O Airbnb agora tinha diversas casas cadastradas e era suficientemente interessante para investidores para ganhar capital de alguns fundos de peso, como o Sequoia Capital. O que ele ainda não tinha ainda uma clientela crescente.
Em 2010, três anos após a ideia original, Chesky e Gebbia foram a campo em Nova York – “gastaram a sola do sapato e não dinheiro”, destacou Sarasvathy, aprovando a iniciativa –, onde conversaram com parceiros e usuários pré-existentes e potenciais.
O objetivo era construir esses relacionamentos e entender o que fazer para deixar as pessoas confortáveis listando suas moradias e fazendo reservas no site. (Chesky já tinha passado alguns meses morando exclusivamente em casas do Airbnb e o feedback foi extremamente útil.)

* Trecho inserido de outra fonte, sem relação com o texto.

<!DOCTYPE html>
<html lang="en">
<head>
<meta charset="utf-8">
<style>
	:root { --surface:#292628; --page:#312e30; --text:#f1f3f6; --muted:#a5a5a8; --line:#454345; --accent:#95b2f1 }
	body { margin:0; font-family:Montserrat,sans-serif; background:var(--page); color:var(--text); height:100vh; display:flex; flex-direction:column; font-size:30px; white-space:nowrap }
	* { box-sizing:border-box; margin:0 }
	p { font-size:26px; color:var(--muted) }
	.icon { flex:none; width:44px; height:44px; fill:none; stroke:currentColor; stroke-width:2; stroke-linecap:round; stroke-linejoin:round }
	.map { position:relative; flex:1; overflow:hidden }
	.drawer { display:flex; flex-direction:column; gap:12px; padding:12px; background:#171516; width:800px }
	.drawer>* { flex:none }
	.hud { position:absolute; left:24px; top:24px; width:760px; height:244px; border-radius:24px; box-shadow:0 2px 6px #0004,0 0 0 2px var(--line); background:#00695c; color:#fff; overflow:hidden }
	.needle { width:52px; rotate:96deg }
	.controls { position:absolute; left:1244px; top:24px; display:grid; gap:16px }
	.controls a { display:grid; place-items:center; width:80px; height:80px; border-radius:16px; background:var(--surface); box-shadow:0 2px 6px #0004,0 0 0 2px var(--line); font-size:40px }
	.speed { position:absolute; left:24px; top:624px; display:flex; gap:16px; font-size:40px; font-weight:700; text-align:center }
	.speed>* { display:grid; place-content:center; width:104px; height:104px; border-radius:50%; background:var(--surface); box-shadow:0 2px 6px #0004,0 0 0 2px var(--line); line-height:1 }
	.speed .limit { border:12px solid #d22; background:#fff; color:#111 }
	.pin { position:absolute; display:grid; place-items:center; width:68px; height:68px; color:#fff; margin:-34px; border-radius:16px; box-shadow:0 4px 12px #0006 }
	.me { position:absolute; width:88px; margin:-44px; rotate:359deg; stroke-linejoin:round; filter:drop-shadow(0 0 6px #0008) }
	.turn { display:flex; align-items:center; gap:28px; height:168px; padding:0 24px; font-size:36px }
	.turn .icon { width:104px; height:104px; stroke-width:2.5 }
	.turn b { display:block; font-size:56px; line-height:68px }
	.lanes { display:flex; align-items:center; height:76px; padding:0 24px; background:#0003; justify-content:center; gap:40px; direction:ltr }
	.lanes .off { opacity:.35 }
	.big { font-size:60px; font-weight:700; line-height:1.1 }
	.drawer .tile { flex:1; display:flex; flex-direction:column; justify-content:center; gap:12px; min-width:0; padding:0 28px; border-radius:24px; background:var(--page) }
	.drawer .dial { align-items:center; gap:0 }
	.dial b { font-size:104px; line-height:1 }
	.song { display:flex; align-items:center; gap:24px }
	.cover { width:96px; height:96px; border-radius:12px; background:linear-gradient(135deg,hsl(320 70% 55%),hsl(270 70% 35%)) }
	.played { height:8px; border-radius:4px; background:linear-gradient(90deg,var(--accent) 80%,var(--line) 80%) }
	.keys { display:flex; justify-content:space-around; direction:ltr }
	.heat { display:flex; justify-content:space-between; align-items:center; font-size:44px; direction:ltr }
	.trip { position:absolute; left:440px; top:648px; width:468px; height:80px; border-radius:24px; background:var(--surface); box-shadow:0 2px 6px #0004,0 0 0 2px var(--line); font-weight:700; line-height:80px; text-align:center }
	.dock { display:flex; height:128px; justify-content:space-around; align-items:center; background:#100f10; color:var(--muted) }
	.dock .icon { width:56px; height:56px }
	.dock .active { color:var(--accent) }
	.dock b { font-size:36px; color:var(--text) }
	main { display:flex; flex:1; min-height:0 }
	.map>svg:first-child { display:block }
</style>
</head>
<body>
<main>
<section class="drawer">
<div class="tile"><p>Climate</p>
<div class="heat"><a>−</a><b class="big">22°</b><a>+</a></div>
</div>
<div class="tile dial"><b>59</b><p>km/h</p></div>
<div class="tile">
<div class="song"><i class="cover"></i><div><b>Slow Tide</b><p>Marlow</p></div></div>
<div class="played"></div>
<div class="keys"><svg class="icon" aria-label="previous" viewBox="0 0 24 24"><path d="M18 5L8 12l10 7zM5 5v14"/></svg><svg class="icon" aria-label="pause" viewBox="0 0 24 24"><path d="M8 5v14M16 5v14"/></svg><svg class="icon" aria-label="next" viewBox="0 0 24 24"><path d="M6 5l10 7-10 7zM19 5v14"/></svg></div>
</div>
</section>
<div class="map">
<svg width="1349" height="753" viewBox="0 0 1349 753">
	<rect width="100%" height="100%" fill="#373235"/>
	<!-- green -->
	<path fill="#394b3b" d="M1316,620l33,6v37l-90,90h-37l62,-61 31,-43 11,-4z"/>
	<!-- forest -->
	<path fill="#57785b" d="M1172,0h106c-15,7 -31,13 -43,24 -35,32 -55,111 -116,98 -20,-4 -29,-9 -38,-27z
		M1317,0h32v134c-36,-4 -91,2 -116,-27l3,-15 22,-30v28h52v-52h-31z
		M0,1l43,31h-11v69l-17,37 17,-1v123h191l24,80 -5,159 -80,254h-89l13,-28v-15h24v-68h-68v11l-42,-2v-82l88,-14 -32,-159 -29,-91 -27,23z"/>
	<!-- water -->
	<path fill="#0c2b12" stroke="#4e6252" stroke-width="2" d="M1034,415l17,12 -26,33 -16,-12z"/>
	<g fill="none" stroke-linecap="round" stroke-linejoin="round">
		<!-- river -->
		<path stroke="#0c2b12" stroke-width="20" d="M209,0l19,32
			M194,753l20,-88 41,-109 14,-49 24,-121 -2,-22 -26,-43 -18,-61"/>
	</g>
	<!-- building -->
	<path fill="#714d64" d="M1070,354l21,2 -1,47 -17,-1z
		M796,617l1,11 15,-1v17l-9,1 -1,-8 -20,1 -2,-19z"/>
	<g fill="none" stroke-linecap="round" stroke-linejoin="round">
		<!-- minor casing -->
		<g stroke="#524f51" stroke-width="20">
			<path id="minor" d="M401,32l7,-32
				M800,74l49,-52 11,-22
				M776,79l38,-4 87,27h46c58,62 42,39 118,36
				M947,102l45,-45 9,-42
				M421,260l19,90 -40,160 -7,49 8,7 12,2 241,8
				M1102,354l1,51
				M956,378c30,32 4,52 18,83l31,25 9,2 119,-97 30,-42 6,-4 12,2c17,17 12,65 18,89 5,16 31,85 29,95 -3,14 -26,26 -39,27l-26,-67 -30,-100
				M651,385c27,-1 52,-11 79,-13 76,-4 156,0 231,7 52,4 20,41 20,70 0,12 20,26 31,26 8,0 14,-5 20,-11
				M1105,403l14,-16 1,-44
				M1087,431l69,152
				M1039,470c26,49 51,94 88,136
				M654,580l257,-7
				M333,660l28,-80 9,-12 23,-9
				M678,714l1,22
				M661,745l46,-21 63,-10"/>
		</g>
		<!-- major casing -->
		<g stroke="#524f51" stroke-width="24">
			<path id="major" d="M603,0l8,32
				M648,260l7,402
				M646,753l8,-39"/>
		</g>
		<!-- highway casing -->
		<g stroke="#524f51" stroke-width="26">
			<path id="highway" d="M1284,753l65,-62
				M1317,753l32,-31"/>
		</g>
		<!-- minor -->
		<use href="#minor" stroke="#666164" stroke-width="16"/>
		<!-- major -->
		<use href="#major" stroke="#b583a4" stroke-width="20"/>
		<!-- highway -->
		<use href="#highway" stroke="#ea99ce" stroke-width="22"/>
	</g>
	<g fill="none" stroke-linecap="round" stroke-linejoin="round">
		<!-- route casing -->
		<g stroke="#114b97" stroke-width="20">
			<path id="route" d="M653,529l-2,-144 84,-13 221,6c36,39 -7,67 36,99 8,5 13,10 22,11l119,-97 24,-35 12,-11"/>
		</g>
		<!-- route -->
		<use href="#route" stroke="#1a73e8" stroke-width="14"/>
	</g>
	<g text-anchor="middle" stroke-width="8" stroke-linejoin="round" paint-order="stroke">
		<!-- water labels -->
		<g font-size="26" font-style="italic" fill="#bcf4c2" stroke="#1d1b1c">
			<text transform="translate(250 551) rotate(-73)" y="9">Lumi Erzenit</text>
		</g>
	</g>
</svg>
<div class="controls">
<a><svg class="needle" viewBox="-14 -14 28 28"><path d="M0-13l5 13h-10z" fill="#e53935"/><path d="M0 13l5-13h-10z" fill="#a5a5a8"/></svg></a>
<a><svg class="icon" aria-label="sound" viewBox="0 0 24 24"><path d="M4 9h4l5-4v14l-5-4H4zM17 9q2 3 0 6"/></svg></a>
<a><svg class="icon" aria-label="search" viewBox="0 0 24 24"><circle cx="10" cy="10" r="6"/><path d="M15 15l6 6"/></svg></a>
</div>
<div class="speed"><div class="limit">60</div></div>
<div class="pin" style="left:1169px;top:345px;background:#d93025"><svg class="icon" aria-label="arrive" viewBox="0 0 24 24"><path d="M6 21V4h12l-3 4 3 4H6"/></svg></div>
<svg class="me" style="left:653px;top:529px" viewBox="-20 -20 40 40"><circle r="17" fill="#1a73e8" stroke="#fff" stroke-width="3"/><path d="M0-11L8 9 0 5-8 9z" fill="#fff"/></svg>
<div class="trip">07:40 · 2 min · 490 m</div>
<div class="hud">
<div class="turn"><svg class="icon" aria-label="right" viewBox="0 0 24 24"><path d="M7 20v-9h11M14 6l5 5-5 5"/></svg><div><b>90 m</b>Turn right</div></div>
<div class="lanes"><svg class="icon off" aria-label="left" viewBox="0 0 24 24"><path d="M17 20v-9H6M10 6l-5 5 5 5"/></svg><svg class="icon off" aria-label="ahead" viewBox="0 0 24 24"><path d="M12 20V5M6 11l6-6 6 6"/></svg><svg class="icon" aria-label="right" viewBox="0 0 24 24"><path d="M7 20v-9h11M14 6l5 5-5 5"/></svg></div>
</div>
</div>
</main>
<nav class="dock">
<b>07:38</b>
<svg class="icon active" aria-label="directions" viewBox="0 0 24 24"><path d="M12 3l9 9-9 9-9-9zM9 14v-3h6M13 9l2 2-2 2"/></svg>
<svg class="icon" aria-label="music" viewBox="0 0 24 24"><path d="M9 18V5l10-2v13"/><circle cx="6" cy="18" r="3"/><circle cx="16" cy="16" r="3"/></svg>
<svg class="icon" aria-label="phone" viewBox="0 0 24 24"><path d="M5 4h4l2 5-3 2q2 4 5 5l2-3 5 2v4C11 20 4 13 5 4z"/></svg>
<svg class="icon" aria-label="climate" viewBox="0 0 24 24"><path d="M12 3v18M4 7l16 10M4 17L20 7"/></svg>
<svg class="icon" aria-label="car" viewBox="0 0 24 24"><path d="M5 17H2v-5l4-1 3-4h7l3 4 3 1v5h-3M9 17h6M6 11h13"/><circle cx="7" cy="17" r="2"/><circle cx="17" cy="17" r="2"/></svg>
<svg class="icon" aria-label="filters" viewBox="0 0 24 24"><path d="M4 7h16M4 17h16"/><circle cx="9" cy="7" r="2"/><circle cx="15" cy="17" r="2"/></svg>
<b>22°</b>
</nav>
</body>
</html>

Foi em Nova York que tiveram a grande sacada: fotografar profissionalmente, eles mesmos, cada um dos espaços na cidade e deixá-los mais atraentes.
Logo notaram que esses apartamentos tinham entre duas e três vezes mais reservas. O Airbnb disponibilizou então uma equipe gratuita de vinte fotógrafos para todas as moradias listadas na plataforma, o que fez com que os clientes se interessassem muito mais e o negócio crescesse 800% em um ano – assim como os investimentos, agora na casa dos milhões.
Dez anos depois da ideia inicial, o Airbnb é um unicórnio, termo utilizado no Vale do Silício para descrever startups com avaliações bilionárias. Atualmente, ele é avaliado em 29,3 bilhões de dólares.
Effectuation e inovação
Ao final da palestra de Sarasvathy, uma aluna trouxe uma dúvida: se todo mundo seguir a mesma trilha, como um empreendedor poderia evitar se perder num mar de mesmice?
A resposta da professora revelou a simplicidade eficaz da ferramenta. “Você terá uma variedade porque o ponto inicial [o pássaro na mão] sempre será diferente e pessoas inesperadas vão se juntar à ideia e participar do processo”, disse.
Nessa segunda fase, em que há outros participantes, o ato de empreender se torna coletivo – quem somos nós, o que nós podemos fazer, quais são nossos recursos – e novas oportunidades se abrem.
Ou seja, o effectuation funciona também como uma maneira de potencializar a inovação em larga escala. “A inovação está dentro do processo porque você e todas as outras pessoas são únicas e é assim que criamos coisas novas.”
Outro ponto positivo de ver o empreendedorismo sob a luz da effectuation, explicou ela, é desmistificar a ideia do empreendedor de sucesso como alguém solitário, genial ou sortudo e tornar o empreendedorismo como um todo mais acessível e o mundo, mais inovador.
Afinal, se todo mundo é capaz, por que não tentar?